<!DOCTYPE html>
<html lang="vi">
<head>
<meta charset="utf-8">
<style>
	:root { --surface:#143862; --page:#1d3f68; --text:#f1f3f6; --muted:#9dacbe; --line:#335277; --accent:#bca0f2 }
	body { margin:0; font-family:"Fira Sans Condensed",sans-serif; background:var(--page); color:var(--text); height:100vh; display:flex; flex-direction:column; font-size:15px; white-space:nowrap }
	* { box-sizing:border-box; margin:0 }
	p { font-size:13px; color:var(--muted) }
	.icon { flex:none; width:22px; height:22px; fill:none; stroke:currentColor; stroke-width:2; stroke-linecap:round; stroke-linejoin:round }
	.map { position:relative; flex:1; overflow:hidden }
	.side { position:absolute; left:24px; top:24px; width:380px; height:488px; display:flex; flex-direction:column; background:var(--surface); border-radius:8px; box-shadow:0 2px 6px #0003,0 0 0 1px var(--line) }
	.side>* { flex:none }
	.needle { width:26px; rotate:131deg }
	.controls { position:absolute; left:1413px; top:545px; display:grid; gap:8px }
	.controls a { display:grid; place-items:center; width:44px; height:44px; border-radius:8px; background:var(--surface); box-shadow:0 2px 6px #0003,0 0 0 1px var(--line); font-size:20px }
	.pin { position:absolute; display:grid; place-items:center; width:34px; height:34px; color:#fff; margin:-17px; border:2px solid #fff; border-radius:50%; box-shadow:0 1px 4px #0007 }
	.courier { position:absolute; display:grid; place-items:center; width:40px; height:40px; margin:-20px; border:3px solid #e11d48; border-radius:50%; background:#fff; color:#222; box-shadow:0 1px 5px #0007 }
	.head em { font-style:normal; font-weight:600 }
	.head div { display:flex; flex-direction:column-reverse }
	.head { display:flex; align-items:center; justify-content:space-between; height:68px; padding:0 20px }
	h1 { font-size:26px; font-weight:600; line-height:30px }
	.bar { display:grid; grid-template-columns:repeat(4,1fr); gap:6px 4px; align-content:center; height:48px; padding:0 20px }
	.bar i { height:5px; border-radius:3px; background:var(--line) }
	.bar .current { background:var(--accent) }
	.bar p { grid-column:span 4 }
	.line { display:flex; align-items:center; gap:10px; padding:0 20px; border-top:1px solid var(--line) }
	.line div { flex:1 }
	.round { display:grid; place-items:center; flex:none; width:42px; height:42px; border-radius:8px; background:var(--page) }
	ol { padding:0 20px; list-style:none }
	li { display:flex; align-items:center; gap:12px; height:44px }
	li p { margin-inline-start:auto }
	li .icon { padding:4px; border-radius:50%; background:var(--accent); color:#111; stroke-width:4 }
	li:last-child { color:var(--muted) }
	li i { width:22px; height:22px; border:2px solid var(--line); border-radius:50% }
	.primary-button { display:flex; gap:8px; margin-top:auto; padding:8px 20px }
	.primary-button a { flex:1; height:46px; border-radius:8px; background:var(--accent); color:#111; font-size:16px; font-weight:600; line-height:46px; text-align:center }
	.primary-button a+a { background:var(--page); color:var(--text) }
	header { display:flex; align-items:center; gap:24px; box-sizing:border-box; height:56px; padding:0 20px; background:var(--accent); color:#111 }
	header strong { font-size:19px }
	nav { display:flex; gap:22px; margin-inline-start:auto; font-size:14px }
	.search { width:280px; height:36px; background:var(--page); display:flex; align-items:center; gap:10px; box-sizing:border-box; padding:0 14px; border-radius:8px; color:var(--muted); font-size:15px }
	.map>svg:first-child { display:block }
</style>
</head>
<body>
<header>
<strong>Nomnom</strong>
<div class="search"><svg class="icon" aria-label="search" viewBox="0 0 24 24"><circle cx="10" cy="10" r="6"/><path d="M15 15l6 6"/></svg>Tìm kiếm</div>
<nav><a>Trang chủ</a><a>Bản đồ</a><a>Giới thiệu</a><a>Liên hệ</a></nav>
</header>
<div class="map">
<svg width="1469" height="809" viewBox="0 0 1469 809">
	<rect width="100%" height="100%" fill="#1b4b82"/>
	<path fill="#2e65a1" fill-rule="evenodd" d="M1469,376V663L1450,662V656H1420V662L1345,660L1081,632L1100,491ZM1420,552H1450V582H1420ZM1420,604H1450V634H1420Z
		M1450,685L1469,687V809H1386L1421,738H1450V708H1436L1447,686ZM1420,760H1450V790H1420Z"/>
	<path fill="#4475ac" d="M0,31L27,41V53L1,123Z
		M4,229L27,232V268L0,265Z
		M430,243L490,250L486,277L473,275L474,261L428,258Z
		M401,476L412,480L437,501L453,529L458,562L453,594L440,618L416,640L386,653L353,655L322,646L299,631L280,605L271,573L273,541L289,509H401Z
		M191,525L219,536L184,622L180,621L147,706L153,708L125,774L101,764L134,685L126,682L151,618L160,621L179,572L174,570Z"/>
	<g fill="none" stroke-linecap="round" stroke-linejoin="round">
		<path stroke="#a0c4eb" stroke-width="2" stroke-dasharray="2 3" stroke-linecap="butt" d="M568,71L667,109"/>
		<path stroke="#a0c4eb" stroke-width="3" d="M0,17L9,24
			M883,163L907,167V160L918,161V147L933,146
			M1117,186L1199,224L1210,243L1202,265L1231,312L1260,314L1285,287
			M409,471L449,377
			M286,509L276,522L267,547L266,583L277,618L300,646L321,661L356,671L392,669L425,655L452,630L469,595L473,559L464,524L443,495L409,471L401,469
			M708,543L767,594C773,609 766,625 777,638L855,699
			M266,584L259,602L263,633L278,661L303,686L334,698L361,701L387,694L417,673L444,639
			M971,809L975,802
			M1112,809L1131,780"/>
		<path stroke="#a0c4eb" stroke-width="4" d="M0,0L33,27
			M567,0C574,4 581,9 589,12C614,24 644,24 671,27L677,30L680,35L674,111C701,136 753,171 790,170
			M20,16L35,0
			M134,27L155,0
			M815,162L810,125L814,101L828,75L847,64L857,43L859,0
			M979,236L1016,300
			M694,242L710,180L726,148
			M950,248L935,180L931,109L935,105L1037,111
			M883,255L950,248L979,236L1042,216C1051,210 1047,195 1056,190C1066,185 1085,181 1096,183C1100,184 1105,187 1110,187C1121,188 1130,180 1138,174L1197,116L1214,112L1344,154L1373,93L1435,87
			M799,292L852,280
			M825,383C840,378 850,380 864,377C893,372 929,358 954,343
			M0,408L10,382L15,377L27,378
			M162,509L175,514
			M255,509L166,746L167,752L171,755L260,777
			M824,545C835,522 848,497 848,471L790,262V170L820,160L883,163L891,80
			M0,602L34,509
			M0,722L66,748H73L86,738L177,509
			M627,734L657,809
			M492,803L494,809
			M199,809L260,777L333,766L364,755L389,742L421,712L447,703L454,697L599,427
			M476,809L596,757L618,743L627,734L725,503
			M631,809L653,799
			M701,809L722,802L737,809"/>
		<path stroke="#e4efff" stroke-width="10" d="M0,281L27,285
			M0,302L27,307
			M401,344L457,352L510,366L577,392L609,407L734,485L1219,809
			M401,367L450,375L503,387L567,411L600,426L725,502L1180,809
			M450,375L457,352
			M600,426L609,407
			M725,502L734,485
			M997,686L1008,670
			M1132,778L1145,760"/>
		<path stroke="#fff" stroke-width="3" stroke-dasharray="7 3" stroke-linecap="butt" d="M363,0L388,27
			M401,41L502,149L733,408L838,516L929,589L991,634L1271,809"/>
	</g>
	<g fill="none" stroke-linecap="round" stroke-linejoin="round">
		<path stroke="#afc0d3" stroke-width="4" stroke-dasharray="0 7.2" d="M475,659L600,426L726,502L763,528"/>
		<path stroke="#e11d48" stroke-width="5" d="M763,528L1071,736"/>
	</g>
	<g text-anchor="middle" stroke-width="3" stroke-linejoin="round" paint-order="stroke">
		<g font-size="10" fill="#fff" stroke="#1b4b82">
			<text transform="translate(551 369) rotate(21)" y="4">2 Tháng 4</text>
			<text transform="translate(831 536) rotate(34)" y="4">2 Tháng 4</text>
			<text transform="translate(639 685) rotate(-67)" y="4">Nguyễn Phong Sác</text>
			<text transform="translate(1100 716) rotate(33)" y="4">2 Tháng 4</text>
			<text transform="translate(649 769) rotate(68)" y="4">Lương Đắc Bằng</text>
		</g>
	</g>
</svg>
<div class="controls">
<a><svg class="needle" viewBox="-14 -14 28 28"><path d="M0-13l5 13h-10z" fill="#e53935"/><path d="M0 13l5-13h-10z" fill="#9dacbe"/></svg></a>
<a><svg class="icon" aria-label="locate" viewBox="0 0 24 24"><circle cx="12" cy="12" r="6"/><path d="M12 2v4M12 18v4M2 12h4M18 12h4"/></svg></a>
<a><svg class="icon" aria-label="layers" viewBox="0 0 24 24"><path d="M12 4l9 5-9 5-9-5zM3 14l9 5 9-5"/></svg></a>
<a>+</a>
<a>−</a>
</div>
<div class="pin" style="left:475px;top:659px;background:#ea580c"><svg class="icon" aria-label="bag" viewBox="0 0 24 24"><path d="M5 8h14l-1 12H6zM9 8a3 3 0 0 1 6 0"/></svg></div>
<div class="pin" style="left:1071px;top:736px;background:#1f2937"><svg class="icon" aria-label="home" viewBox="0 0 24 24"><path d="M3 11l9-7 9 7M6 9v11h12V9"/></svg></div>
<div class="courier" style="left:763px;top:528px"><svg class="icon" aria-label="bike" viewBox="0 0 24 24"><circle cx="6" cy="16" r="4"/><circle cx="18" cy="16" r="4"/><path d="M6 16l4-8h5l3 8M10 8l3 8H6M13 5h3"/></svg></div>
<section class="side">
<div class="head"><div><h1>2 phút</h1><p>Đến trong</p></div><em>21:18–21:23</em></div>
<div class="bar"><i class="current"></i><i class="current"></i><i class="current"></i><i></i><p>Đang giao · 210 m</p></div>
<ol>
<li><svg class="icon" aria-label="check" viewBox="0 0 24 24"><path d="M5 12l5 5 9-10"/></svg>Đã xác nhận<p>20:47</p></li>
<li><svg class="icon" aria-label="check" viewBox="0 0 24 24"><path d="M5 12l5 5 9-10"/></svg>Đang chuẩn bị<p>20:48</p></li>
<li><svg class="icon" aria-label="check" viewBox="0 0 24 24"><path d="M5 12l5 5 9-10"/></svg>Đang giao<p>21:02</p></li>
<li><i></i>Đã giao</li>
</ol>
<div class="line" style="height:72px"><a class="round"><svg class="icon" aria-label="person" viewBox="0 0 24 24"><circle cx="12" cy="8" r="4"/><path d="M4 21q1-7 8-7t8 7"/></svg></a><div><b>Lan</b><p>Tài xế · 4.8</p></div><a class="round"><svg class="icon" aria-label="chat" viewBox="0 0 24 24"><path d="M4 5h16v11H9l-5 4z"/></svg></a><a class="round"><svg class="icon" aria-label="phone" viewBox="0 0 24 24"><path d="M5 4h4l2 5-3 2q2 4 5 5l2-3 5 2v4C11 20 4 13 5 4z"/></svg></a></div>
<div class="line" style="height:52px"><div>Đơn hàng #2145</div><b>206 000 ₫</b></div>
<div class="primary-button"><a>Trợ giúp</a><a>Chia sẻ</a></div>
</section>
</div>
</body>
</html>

---*---

__YOUR TASK__
Among the entries, copy every line containing the word "body".

__THE ANSWER__
	body { margin:0; font-family:"Fira Sans Condensed",sans-serif; background:var(--page); color:var(--text); height:100vh; display:flex; flex-direction:column; font-size:15px; white-space:nowrap }
<body>
</body>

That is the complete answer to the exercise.